144. Un buen regalo
Soltó el bolígrafo, se quitó sus inseparables gafas “de cerca”, tomó un sorbo de cerveza y empujó su cuaderno hacia mí, deslizándolo con cuidado por la mesa. Supuse que era otro de sus intentos poéticos, intento porque las musas le eran absolutamente esquivas. Giré el cartapacio hacia mí, solo vi una estrofa:
Bajo tu sombra, imponente olivo,
un merecido descanso me tomé.
Sí, al varear con denuedo, me forcé…
para mi edad, esfuerzo prohibitivo.
No pude contener una estentórea carcajada. Mi amigo, llegado desde el norte para conocer mi tierra, me miró entre ofendido y avergonzado. Sofoqué a duras penas nuevas risas y tuve que confesarle que había sido todo uno leer el último verso y rememorar su cara sudorosa y congestionada, unas horas antes, tras varear ―más bien apalear― un pobre olivo en el oleotour con que le había obsequiado.
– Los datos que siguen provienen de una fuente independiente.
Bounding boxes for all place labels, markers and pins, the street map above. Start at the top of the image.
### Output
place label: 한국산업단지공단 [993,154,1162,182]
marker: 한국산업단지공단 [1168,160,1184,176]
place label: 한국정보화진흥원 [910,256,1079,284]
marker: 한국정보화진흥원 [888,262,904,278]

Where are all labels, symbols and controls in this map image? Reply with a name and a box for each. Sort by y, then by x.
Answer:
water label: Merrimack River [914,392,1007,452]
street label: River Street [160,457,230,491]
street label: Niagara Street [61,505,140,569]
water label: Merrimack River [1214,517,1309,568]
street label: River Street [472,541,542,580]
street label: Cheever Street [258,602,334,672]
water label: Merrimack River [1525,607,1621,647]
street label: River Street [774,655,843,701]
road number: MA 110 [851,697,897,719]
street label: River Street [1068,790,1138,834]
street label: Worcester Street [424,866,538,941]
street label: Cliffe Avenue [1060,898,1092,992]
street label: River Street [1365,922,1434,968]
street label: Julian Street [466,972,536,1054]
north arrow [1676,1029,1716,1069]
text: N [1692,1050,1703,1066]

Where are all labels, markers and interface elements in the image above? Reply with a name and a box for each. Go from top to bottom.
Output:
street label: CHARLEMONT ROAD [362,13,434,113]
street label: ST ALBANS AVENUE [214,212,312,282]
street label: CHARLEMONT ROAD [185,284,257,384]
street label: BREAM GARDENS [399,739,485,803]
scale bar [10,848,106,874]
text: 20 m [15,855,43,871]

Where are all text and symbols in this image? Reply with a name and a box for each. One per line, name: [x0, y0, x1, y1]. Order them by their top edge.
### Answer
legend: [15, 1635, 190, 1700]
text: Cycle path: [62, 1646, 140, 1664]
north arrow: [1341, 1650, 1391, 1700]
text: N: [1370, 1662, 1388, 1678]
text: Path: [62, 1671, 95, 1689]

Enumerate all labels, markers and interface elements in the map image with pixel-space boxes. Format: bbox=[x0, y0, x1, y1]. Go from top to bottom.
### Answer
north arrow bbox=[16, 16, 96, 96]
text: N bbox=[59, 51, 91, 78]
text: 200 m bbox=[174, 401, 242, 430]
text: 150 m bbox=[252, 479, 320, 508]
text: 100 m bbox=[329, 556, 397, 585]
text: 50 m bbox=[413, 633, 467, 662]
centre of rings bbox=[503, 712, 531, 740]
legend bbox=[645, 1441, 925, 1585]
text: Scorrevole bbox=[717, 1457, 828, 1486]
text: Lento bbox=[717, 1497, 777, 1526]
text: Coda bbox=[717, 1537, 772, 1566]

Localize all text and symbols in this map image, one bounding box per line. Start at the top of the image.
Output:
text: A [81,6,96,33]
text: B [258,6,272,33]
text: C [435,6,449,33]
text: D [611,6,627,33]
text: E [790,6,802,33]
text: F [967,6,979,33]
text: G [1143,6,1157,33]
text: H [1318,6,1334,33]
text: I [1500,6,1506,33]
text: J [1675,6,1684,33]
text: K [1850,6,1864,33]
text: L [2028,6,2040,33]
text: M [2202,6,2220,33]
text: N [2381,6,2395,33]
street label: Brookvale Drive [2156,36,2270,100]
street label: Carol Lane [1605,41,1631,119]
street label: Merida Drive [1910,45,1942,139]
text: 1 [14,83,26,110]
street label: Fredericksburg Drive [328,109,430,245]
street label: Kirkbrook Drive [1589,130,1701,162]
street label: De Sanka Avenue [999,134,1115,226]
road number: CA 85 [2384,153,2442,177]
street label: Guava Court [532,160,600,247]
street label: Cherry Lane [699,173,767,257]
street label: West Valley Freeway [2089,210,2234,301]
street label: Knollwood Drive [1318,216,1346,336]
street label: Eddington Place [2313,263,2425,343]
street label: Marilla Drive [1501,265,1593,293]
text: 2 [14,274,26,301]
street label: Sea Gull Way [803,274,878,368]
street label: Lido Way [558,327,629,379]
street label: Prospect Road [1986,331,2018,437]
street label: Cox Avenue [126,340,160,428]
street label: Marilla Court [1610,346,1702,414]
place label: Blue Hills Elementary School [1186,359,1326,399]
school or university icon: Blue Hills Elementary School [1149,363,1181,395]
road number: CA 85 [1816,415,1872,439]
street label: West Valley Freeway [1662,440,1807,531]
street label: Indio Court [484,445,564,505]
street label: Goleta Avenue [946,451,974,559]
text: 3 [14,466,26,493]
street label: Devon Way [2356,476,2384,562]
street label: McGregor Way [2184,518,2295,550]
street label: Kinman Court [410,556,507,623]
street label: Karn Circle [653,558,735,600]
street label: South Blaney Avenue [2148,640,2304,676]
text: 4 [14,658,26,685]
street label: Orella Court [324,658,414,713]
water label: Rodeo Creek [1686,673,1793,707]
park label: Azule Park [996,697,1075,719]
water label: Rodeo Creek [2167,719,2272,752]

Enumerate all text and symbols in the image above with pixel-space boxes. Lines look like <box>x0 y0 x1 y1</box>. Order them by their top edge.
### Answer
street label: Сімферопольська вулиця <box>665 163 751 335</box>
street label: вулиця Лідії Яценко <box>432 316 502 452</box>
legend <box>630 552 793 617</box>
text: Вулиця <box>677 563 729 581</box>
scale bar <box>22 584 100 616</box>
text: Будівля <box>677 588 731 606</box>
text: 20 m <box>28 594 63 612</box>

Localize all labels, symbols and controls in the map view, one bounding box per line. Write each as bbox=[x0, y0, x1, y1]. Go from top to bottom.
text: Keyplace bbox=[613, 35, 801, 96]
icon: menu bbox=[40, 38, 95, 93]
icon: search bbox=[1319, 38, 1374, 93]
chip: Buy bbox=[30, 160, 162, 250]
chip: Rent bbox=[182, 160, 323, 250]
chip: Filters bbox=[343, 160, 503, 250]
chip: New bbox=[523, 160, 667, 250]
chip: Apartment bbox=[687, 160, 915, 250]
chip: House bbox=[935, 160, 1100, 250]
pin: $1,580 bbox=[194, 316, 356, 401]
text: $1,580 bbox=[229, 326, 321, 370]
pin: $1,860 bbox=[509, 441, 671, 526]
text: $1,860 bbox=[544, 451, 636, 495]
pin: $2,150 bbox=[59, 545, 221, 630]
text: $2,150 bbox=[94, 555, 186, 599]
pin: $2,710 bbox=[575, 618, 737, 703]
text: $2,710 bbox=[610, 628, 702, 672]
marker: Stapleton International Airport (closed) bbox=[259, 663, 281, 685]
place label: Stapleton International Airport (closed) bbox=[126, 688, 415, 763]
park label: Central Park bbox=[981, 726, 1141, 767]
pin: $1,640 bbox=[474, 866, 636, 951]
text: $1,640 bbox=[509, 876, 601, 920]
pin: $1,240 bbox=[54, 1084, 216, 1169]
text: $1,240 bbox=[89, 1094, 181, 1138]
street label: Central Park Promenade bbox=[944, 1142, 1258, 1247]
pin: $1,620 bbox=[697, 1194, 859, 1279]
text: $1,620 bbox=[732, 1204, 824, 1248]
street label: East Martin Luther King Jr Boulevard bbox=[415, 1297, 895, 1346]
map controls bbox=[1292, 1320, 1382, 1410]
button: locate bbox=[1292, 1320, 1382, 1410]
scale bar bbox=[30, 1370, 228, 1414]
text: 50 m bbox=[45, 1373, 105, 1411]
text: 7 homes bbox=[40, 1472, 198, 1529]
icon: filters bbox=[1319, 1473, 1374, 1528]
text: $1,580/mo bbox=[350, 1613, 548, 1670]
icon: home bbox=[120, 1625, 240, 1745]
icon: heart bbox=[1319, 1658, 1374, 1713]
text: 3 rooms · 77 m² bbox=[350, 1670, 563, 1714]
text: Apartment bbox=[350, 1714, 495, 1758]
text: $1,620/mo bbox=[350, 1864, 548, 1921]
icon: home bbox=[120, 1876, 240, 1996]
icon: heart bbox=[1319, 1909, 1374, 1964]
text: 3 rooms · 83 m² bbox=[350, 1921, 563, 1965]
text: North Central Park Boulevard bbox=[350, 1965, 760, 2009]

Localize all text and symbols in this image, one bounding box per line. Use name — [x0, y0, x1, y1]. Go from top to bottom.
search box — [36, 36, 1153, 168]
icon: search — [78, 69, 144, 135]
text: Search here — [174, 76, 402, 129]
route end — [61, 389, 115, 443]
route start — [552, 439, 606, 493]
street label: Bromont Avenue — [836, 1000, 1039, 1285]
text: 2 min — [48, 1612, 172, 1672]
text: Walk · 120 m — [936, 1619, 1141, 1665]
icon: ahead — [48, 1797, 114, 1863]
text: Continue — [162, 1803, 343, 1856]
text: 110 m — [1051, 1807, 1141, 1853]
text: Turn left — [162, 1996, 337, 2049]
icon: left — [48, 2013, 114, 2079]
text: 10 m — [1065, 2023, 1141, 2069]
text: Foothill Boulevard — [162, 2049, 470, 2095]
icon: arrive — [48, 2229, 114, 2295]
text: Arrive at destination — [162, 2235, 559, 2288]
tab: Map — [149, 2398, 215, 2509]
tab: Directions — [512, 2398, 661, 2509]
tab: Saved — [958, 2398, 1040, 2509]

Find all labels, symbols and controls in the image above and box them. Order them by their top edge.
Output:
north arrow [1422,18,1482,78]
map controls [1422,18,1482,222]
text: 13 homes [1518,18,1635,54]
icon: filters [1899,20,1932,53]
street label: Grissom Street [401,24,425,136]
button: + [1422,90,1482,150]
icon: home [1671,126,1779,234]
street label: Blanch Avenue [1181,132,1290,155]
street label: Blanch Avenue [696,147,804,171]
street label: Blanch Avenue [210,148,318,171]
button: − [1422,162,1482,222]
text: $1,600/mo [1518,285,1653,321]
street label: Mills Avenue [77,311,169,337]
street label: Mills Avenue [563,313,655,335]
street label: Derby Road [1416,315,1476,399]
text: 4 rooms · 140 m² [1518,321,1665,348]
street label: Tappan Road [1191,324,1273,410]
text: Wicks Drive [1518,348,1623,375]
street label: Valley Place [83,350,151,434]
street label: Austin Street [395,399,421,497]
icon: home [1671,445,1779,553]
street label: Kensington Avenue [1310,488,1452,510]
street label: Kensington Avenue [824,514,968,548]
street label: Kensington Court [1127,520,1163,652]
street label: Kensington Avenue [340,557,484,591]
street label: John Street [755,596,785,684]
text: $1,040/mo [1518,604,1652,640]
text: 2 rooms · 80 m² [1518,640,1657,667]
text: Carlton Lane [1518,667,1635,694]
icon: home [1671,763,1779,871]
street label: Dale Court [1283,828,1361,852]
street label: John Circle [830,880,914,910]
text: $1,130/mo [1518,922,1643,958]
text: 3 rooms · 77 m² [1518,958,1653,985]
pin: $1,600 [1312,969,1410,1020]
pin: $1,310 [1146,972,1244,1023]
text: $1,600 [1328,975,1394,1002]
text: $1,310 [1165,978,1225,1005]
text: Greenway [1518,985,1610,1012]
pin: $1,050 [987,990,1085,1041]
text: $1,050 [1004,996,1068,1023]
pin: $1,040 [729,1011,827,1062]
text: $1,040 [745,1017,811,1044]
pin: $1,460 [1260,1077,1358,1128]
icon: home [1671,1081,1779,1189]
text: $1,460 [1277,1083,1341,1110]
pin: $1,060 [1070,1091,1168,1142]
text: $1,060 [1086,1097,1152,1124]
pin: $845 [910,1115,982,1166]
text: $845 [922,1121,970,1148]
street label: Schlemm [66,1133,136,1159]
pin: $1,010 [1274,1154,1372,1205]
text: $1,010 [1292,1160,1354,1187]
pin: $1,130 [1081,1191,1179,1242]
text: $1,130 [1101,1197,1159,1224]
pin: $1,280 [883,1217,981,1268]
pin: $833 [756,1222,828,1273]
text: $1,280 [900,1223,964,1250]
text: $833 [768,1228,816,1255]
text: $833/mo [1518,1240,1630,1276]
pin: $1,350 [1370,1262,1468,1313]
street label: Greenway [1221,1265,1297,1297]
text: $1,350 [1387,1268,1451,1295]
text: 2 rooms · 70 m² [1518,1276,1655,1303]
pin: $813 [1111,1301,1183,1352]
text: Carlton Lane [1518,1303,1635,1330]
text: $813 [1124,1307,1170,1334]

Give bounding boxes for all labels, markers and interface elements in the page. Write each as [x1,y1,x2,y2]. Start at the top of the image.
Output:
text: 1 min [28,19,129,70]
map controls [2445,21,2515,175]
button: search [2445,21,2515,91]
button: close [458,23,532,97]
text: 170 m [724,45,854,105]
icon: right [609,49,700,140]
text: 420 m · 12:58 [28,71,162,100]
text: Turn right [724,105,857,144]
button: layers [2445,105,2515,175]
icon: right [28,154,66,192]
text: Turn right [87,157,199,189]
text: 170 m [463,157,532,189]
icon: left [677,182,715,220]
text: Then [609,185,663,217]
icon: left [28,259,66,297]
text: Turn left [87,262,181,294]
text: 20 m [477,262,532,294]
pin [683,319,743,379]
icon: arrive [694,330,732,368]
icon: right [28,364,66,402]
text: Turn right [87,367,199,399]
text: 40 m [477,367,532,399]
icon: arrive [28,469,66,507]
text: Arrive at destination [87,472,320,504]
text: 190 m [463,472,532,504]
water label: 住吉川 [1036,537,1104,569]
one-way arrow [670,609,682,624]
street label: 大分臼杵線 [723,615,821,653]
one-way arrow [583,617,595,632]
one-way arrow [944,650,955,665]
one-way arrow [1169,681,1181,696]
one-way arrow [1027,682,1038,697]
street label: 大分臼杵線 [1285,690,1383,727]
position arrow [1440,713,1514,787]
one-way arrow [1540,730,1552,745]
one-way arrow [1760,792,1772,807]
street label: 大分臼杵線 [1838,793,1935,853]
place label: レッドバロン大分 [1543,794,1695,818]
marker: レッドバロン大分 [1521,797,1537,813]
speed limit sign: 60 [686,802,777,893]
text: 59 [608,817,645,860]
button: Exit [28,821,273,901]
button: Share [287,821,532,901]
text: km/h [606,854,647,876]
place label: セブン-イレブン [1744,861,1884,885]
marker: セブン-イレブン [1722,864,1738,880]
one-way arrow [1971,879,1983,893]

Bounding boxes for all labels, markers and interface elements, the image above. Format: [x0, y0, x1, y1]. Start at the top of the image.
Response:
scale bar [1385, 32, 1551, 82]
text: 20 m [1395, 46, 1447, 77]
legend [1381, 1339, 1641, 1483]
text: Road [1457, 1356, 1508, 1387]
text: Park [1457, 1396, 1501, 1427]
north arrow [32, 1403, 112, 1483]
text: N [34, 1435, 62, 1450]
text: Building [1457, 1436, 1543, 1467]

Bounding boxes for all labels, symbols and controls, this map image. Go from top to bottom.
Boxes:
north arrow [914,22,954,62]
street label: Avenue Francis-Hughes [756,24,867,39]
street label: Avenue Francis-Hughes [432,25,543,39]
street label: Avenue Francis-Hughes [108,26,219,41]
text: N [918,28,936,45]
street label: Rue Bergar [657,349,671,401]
El soneto había sido su forma de agradecerme haberle hecho sentirse un olivarero más y acceder a tantos secretos de este plateado mar de olivos.
Haciéndose el herido, pero sabiéndose ganador, exigió como reparación a la humillación sufrida otra ración de criadillas y como buen colofón a nuestro paso por las tascas, un Rossini. No pude decirle que no.